Back in July, Canada’s Minister of Health Patty Hajdu said in a statement that “With rising vaccination rates and fewer cases in Canada, we can begin to safely ease border measures.”
“A gradual approach to reopening will allow our health authorities to monitor the COVID-19 situation here and abroad. Canadians have worked hard and sacrificed for each other, and because of that work, we can take these next steps safely.”
Reopening Canada to Americans for leisure reasons marked a major step in the reopening of the border between the two nations, which largely remained shut since March 2020.
U.S. citizens and permanent residents who have been fully vaccinated (14 days past the final dose) are allowed to enter Canada for non-essential travel purposes as of Aug. 9. These travelers, whether driving across the border or flying, still have to take a test within 72 hours of departure and test on arrival.
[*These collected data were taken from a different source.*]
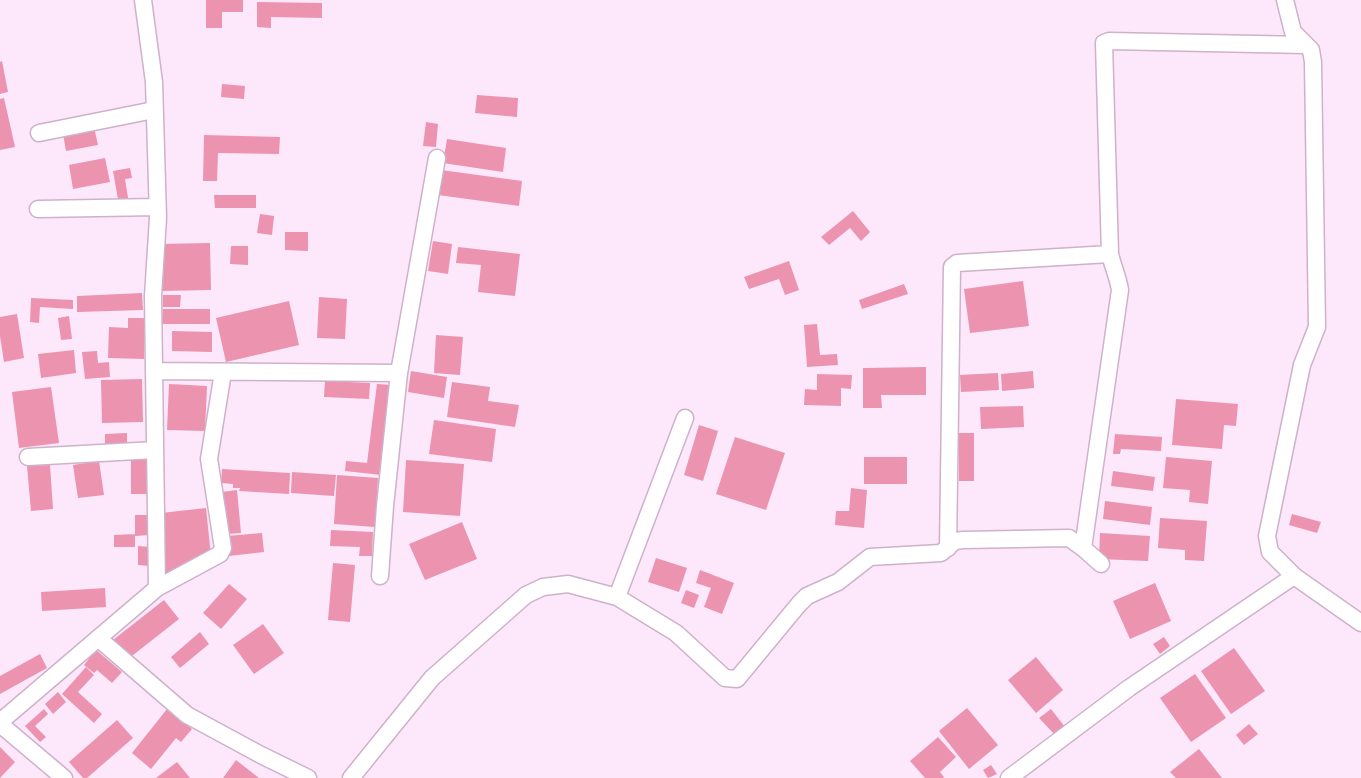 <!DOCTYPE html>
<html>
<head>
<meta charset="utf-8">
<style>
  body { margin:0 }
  canvas { display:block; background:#fde7fb }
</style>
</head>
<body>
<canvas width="1361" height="778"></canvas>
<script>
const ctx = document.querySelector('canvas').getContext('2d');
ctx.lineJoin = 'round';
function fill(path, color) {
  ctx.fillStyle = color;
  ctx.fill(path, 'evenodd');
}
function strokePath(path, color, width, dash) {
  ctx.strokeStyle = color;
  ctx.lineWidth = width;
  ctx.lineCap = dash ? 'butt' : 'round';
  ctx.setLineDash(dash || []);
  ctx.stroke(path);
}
const building = new Path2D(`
  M206,0H243V12H222V28H206Z
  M257,2L322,3V18L271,17V28L257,27Z
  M2,61L8,92L0,94V62Z
  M222,84L245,86L244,99L221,97Z
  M477,95L518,98L517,117L475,113Z
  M4,98L15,147L0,150V99Z
  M426,122L438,124L436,147L423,146Z
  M94,127L98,145L66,151L63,134Z
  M204,135L280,137L279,154L218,153L217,181H203Z
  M447,139L506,148L503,172L443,163Z
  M105,158L110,182L73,189L69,165Z
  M130,168L132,178L125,179L129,204L119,205L113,171Z
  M441,170L522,181L519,206L438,195Z
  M214,195H256V208H215Z
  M853,211L870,232L861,241L850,228L829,245L821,237Z
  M260,214L274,216L272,235L257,233Z
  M285,232H308V251L285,250Z
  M433,241L452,244L448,274L428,271Z
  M210,243L211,290L161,291L160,244Z
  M231,246H248V265L230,264Z
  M458,247L520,254L515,296L478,292L481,265L456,263Z
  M789,261L799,290L785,295L779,279L749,289L744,277Z
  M1023,281L1029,326L970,333L964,289Z
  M904,284L908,294L862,309L859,300Z
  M142,293L143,310L77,312V296Z
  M163,295H181L180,307H163Z
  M319,297L347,299L345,339L317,338Z
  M31,298L73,300V309L40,307L39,323L30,322Z
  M289,301L299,345L226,362L216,318Z
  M163,309H210V324H162Z
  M17,314L24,358L4,362L0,336V317Z
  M69,316L72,339L61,340L58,318Z
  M128,318H145L144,359L108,358L109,327L128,328Z
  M817,324L820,355L837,354L838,365L807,367L804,325Z
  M172,331L212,332V352L172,351Z
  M436,335L463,337L460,375L434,373Z
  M74,350L76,373L41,378L38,354Z
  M97,351L98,363L109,362L110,377L85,379L82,352Z
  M926,367V395H881L882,408H863V368Z
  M411,371L447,377L444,398L408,392Z
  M1033,371L1034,388L1002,391L1001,374Z
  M998,373L999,390L961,392L960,375Z
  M817,374L852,375L851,389L841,388V406L804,405L805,389L817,390Z
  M142,379L143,422L102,423L101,380Z
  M325,381L370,383L369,399L324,397Z
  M452,382L490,387L488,401L519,405L515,427L447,417Z
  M169,384L207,386L205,431L167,430Z
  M377,384L391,385L381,475L345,471L346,461L367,463Z
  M51,387L59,443L19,448L12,392Z
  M1176,399L1238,404L1236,426L1224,425L1222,449L1172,445Z
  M1023,406L1024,427L981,429L980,407Z
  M434,420L496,429L492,462L429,454Z
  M699,425L718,431L703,481L684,475Z
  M127,433V447L105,448V434Z
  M959,433H974V481H959Z
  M1115,434L1162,437L1161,451L1121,449L1120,454H1113Z
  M735,437L785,453L766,510L716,494Z
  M864,457H907V484H864Z
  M1166,457L1212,461L1208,504L1189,502L1190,490L1163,488Z
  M131,458H148V494H131Z
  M406,460L464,464L460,516L403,512Z
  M99,461L104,495L78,498L73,465Z
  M50,465L53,509L31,511L27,466Z
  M222,469L290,473L289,494L239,491L240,488H233V484L221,483Z
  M1113,471L1155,477L1153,491L1111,486Z
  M292,472L336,475L334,496L291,493Z
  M337,475L378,478L375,527L334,524Z
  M851,488L867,490L864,528L835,525L836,511H849Z
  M237,490L241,533L227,534L222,492Z
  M1105,501L1152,507L1150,525L1103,519Z
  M206,508L211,556L161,578V513Z
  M1292,514L1321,522L1317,533L1289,525Z
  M135,515H150V535L135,536Z
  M1160,518L1207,521L1204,561L1185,560V550L1158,548Z
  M462,522L477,559L425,580L409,544Z
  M331,530L373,532L372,556H359L360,547L330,546Z
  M262,533L264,552L229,556L227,536Z
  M1100,533L1150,536L1148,561L1099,559Z
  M135,534V547H114V535Z
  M138,546L150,547V566L138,565Z
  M656,558L687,568L679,592L648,582Z
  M333,563L355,565L350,622L328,620Z
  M700,570L734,583L722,614L704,607L711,588L696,583Z
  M1155,583L1171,621L1130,639L1113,601Z
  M229,584L247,599L221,629L203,613Z
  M105,588L106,607L42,611L41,592Z
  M686,590L699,595L694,608L681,603Z
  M164,600L179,619L128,659L113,640Z
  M263,624L284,653L254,674L233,645Z
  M200,632L209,644L180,668L171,657Z
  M1164,637L1170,646L1160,654L1153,644Z
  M1234,648L1265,691L1231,714L1201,671Z
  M96,650L122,672L112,683L97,670L94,673L84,665Z
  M40,654L47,668L0,694V676Z
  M1036,657L1063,690L1036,713L1008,680Z
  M86,667L94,675L78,692L102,714L94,723L62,694Z
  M1195,674L1226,718L1191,742L1160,698Z
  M58,692L66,702L53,714L45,704Z
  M967,708L998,745L969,769L939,731Z
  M44,709L48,714L35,726L46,737L40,742L25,726Z
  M167,709L192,729L181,742L176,738L151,769L132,753Z
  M1051,709L1065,727L1055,735L1039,718Z
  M117,720L133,738L87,778H83L69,762Z
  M1249,724L1258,734L1244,745L1236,735Z
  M938,737L956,757L940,772L944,777L943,778H925L910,761Z
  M0,747L15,762L0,778Z
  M1199,749L1222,778H1176L1170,772Z
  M236,760L259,778H223Z
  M177,762L190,778H156Z
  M991,765L997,774L988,778L983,770Z`);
const street = new Path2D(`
  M1285,0L1293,32L1311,50L1313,62L1317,327L1302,365L1267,536L1270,552L1294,576L1361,623
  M39,133L154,110
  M38,209L157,207
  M154,371L399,373
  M28,457L155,450
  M948,548L952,267L957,263L1110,254
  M1083,548L1120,290C1118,277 1113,267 1110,254L1104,43L1109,41L1305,45
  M380,576L385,506L399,373L437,158
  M157,588L220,554L223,548L209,459L223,372
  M617,597L685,418
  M98,638L187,715L261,755L308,778
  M0,722L157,588L153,296L158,218L154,82L143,0
  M0,724L64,778
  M351,778L432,678L526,595L543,587L568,584L617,597L676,633L725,678L737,679L799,604L807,596L838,582L870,557L941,553L955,541L963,540L1069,538L1083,548L1101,564
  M1009,778L1129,688L1294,576`);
fill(building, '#ec93af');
strokePath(street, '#cdb2ca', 19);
strokePath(street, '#fff', 16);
</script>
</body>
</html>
Canada has also open its borders to citizens of other countries as of Sept. 7. The government has announced on Sept. 19 that these restrictions will remain in place until at least Nov. 21. There’s no word yet on what might change after that date.
Canada has said it would remain open to any fully vaccinated traveler with an approved vaccine that meets specific entry requirements if the “domestic epidemiologic situation remains favorable.” Time will tell what changes may come if COVID-19 numbers improve.
Unvaccinated children under 12 are allowed to enter Canada but must submit their information electronically through ArriveCAN and meet all testing requirements.
The U.S. Travel Association, an organization that represents the travel industry, praised the move — and called for the Biden administration to recommend a plan to restart nonessential travel by Canadian citizens to the U.S.
However, the United States still has a nonessential travel ban for Canada that has been extended on a near-monthly basis since the onset of the COVID-19 pandemic, through Oct. 21.
Canada had a very public delayed vaccination program, but 74% of Canadians are now fully vaccinated against the coronavirus. According to Johns Hopkins University data, the country has recorded over 1.5 million positive cases and over 27,000 deaths.
With vaccinations in the country on the rise and positive cases down, and with several large countries opening for tourism, some think it’s time for Canada to relax its policy further. The travel industry has clamored for travel corridors they believe would help the sector rebound from pandemic-related losses.
Tourism generated $105 billion and supported one in 10 Canadian jobs, according to one report. And the U.S. Travel Association said the U.S. loses $1.5 billion every month that the border remains closed between the two countries.
However, the U.S. doesn’t appear to be rushing to reopen its border with Canada, which means a full “travel corridor” isn’t on the horizon, at least for now.
“We look and are guided by our own medical experts. I wouldn’t look at it through a reciprocal intention,” the White House said on July 19, according to CNN.